Cowboy poet

Michael Madsen just wants to sign a few books and find a morning drink in this town

Saturday, July 03, 2004
Chris Rose
The Times-Picayune

Michael Madsen, the actor, pulls into the parking lot of Borders book store in Metairie in a Superfly green '72 Lincoln Continental Town Car. That's his limo for the day.
He's got on his Ray-Bans -- always Ray-Bans -- and a pack of American Spirits in the blue box.
His sartorial statement says drugstore cowboy and his squint and face and hair -- those hard-whiskey lines and that too-black pompadour -- give him the look of a country & western star whose best honky-tonking nights are precariously close behind him.
Madsen is in New Orleans to act in the Frankenstein TV mini-series -- written by Dean Koontz and produced by Martin Scorsese. He plays a cop with two hearts, literally.
But this Sunday afternoon, Madsen alights from the old Town Car in a suburban parking lot wearing a different hat: That of the auteur.
Yes, he is a writer. A poet, sort of. A teller of brief, riveting and generally depressing Bukowski-esque musings, observations and anecdotes.
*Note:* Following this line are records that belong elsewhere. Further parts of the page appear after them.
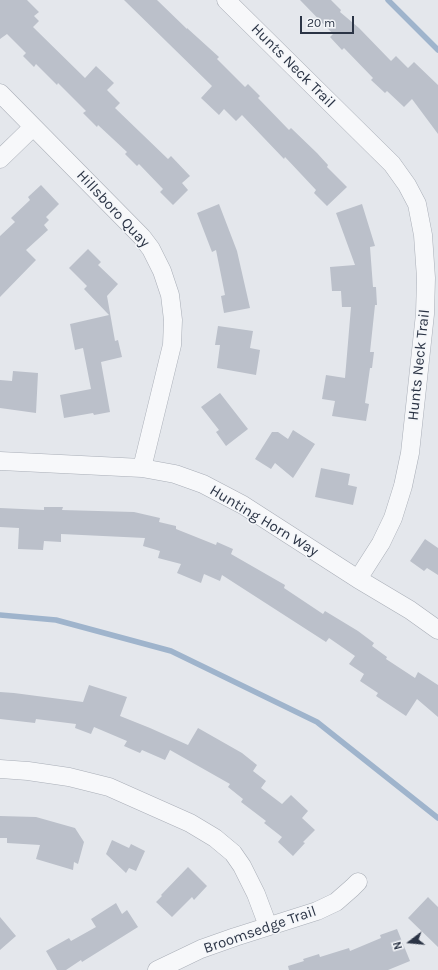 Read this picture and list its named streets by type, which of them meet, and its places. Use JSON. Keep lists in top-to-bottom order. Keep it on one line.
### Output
{"streets":{"street":["Hunts Neck Trail","Hillsboro Quay","Hunting Horn Way","Broomsedge Trail"]},"crossings":[["Hunts Neck Trail","Hunting Horn Way"],["Hillsboro Quay","Hunting Horn Way"]],"scale_bar":"20 m","north":"left"} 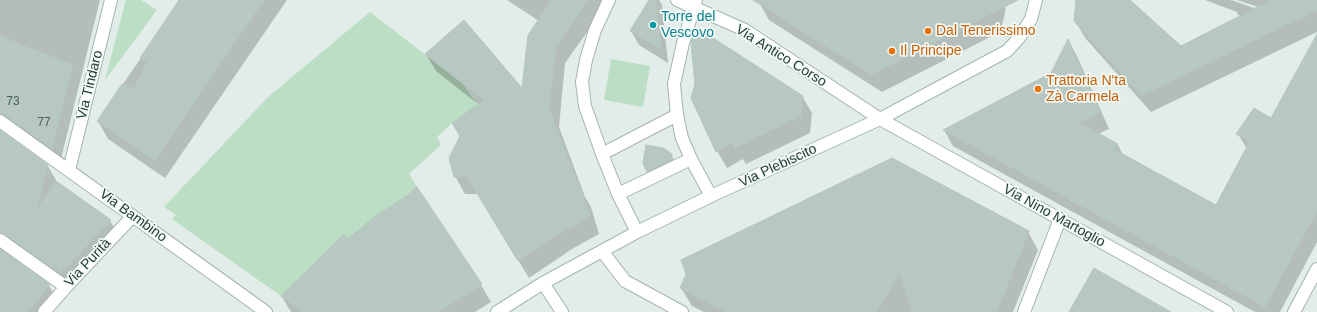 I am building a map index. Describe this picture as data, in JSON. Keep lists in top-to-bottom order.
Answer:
{
  "streets": {
    "street": [
      "Via Antico Corso",
      "Via Tindaro",
      "Via Plebiscito",
      "Via Bambino",
      "Via Nino Martoglio",
      "Via Purità"
    ]
  },
  "crossings": [
    ["Via Antico Corso", "Via Plebiscito"],
    ["Via Antico Corso", "Via Nino Martoglio"],
    ["Via Tindaro", "Via Bambino"],
    ["Via Plebiscito", "Via Nino Martoglio"],
    ["Via Bambino", "Via Purità"]
  ],
  "places": [
    "Torre del Vescovo",
    "Dal Tenerissimo",
    "Il Principe",
    "Trattoria N'ta Zà Carmela"
  ],
  "house_numbers": ["73", "77"]
} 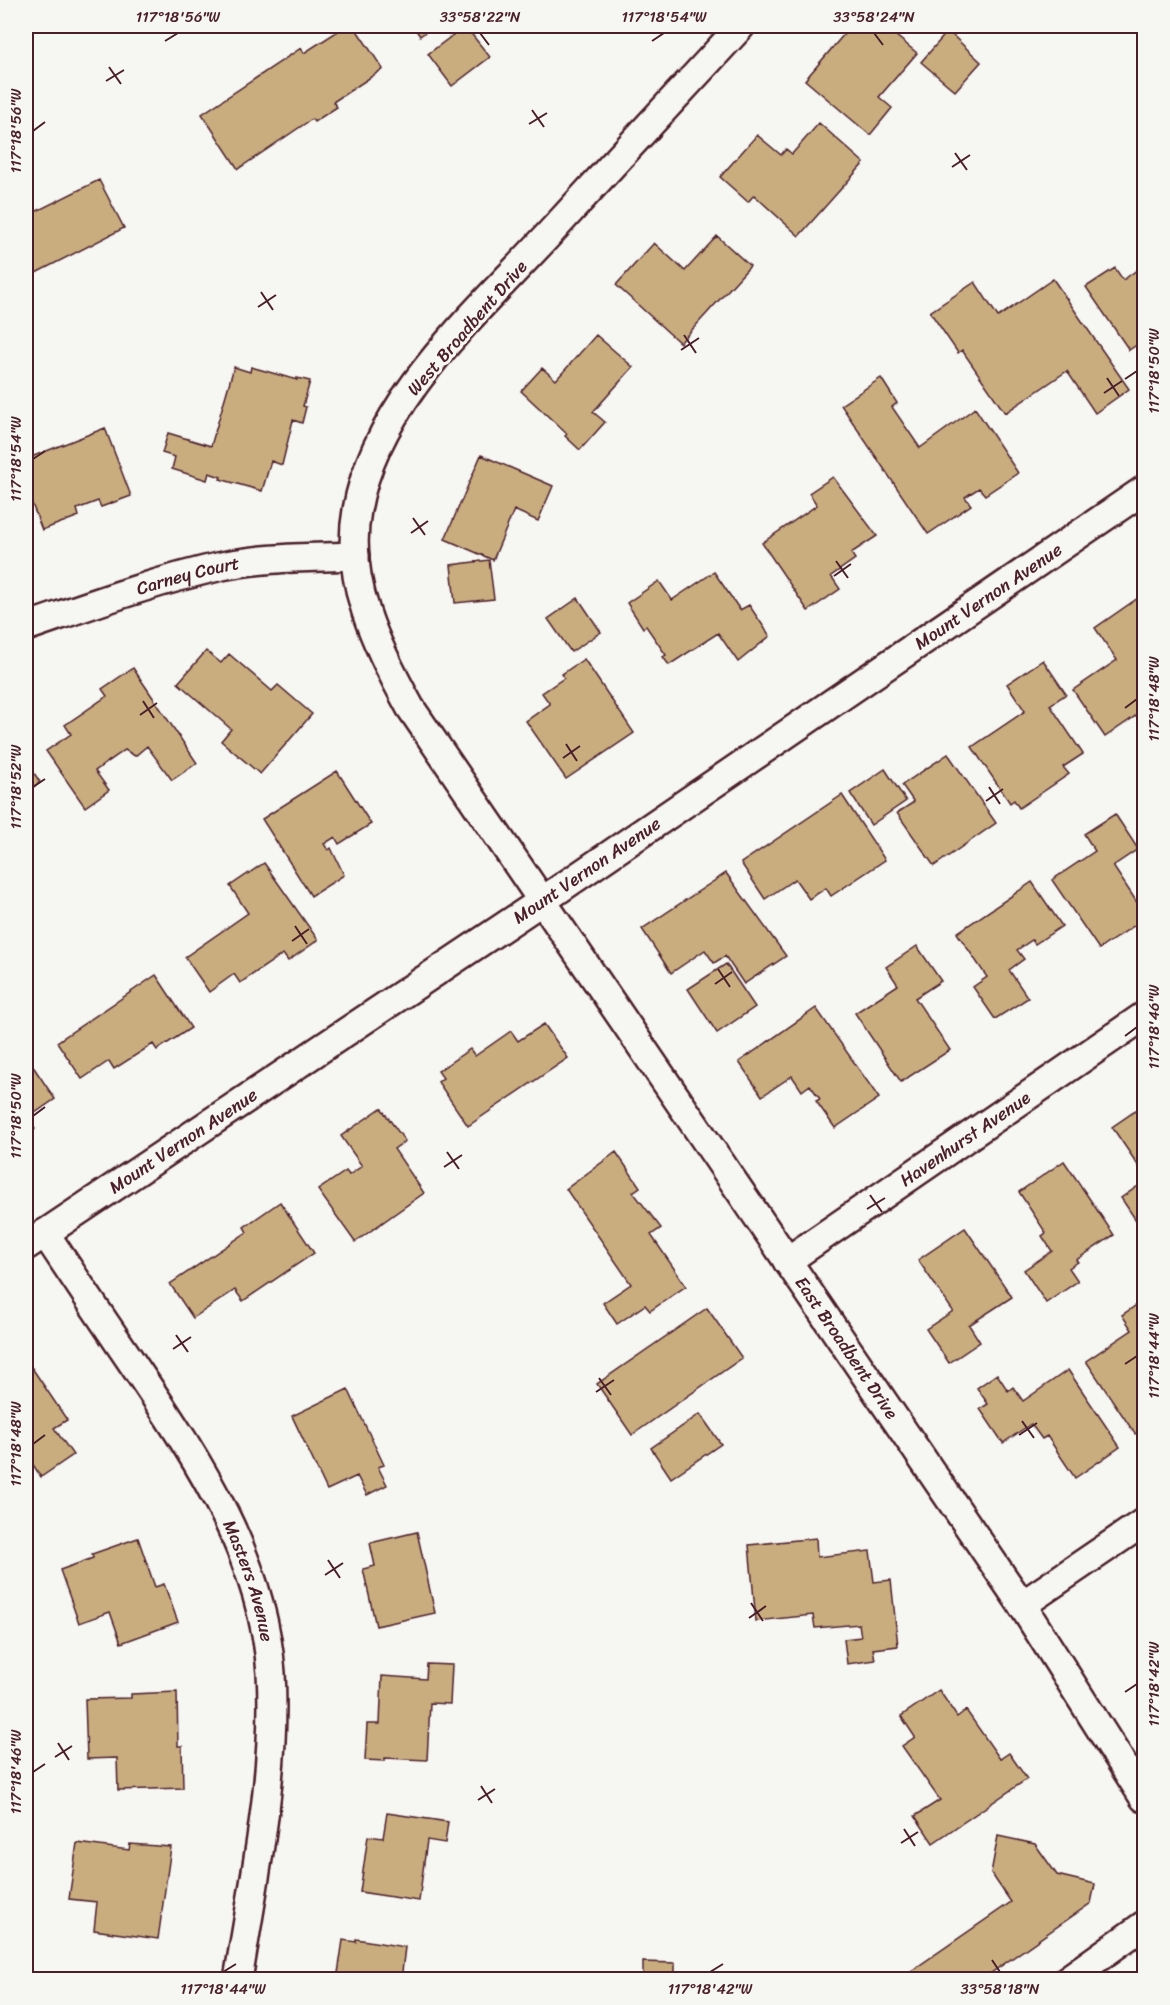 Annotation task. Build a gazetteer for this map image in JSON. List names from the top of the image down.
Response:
{
  "streets": {
    "street": [
      "West Broadbent Drive",
      "Carney Court",
      "Mount Vernon Avenue",
      "Havenhurst Avenue",
      "East Broadbent Drive",
      "Masters Avenue"
    ]
  },
  "crossings": [
    ["West Broadbent Drive", "Carney Court"],
    ["West Broadbent Drive", "Mount Vernon Avenue"],
    ["West Broadbent Drive", "East Broadbent Drive"],
    ["Mount Vernon Avenue", "East Broadbent Drive"],
    ["Mount Vernon Avenue", "Masters Avenue"],
    ["Havenhurst Avenue", "East Broadbent Drive"]
  ],
  "coordinates": [
    "117°18'56\"W",
    "33°58'22\"N",
    "117°18'54\"W",
    "33°58'24\"N",
    "117°18'50\"W",
    "117°18'48\"W",
    "117°18'52\"W",
    "117°18'46\"W",
    "117°18'44\"W",
    "117°18'42\"W",
    "33°58'18\"N"
  ]
}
Lots of stuff about cigarettes and booze and fighting and women and cars.

What else is there, really?

Here's one called "Sufi Man:"

Sometimes when I drink
too much vodka
my whole life seems
to have been like
the dizzy dance
of the Sufi.
I heard Cat Stevens
was a Sufi.
Maybe I should listen
to more of his music
or maybe I shouldn't
drink so much vodka
I doubt if either
of those things
will happen.

OK, it's not for everyone. I happen to like it, the stark imagery and in-your-face confessions of a profoundly flawed man -- but not too flawed to admit it.
Madsen's newest book is called "46 Down," a title he came up with when he was doing a New York Times crossword puzzle and discovered that he was the clue to 46 down and, therefore, famous.
(I recommend "Burning in Paradise," a previous collection of poems, more autobiographical and visceral than his more recent works, which tend to be dreamy and ethereal.)
Anyway, that's why Madsen was at Borders on a hot and steamy Sunday afternoon -- to sign books.
Although Madsen has made more than 100 movies, he has -- in past interviews -- openly admitted that about 95 of them suck and of the five remaining, he will always be remembered as Mr. Blonde from "Reservoir Dogs," the guy with ice in his veins who cuts a cop's ear off while dancing to "Stuck in the Middle With You" by Steeler's Wheel.
And he recently starred in the "Kill Bill" series (they don't suck, says Madsen), so his fan base is drawn primarily from the Quentin Tarantino school of film buffs and they are -- how do I say this nicely? -- a little intense.
You know, the kinds of guys who can recite Samuel L. Jackson's entire Burger King monologue from "Pulp Fiction," word for word. That kind of nebbish intensity is what I'm talking about.
So a handful of people show up, buy a book, take a picture, tell him they love his work and leave. Maybe 20 in all.
"The adoring masses," he murmurs, but he doesn't seem bent out of shape about it. He worked until sunrise that morning, filming nighttime scenes, so he's a little tired and a little frazzled, but he treats everyone very kindly.
He's scheduled to sign for two hours but the crowd thins fairly quickly so he decides to take a break. He asks a Borders employee, an adoring fan: "Where can I get some liquor around here?"
The guy does his best to explain that there's a convenience store down Vets a few blocks and, with that, Madsen walks out the door alone, a famous face, red shirt and cowboy boots exploring the suburban outback.
He's not gone long. He comes back, signs a few more books, chit-chats with his traveling amigo, another rough-hewn character with a three-day growth, and his driver, a trusted New Orleans friend.
The two hours pass and that's it, Michael Madsen, author, goes back to Michael Madsen, actor. He climbs into the old Town Car looking every bit like the time-warp Hollywood outlaw that he is and they drive away.
His life goes on, at 45, more movies, more stories, more memories for print and barrooms.
I page through "Burning in Paradise," reading the poems.


Rain drops sliding down
the windshield crying clouds
feeling better, I took my belt off,
dropped it on the couch,
it looked like a black snake.
I can hear the traffic on the highway,
cars driving through rain sounds
the same wherever you go.

. . . . . . .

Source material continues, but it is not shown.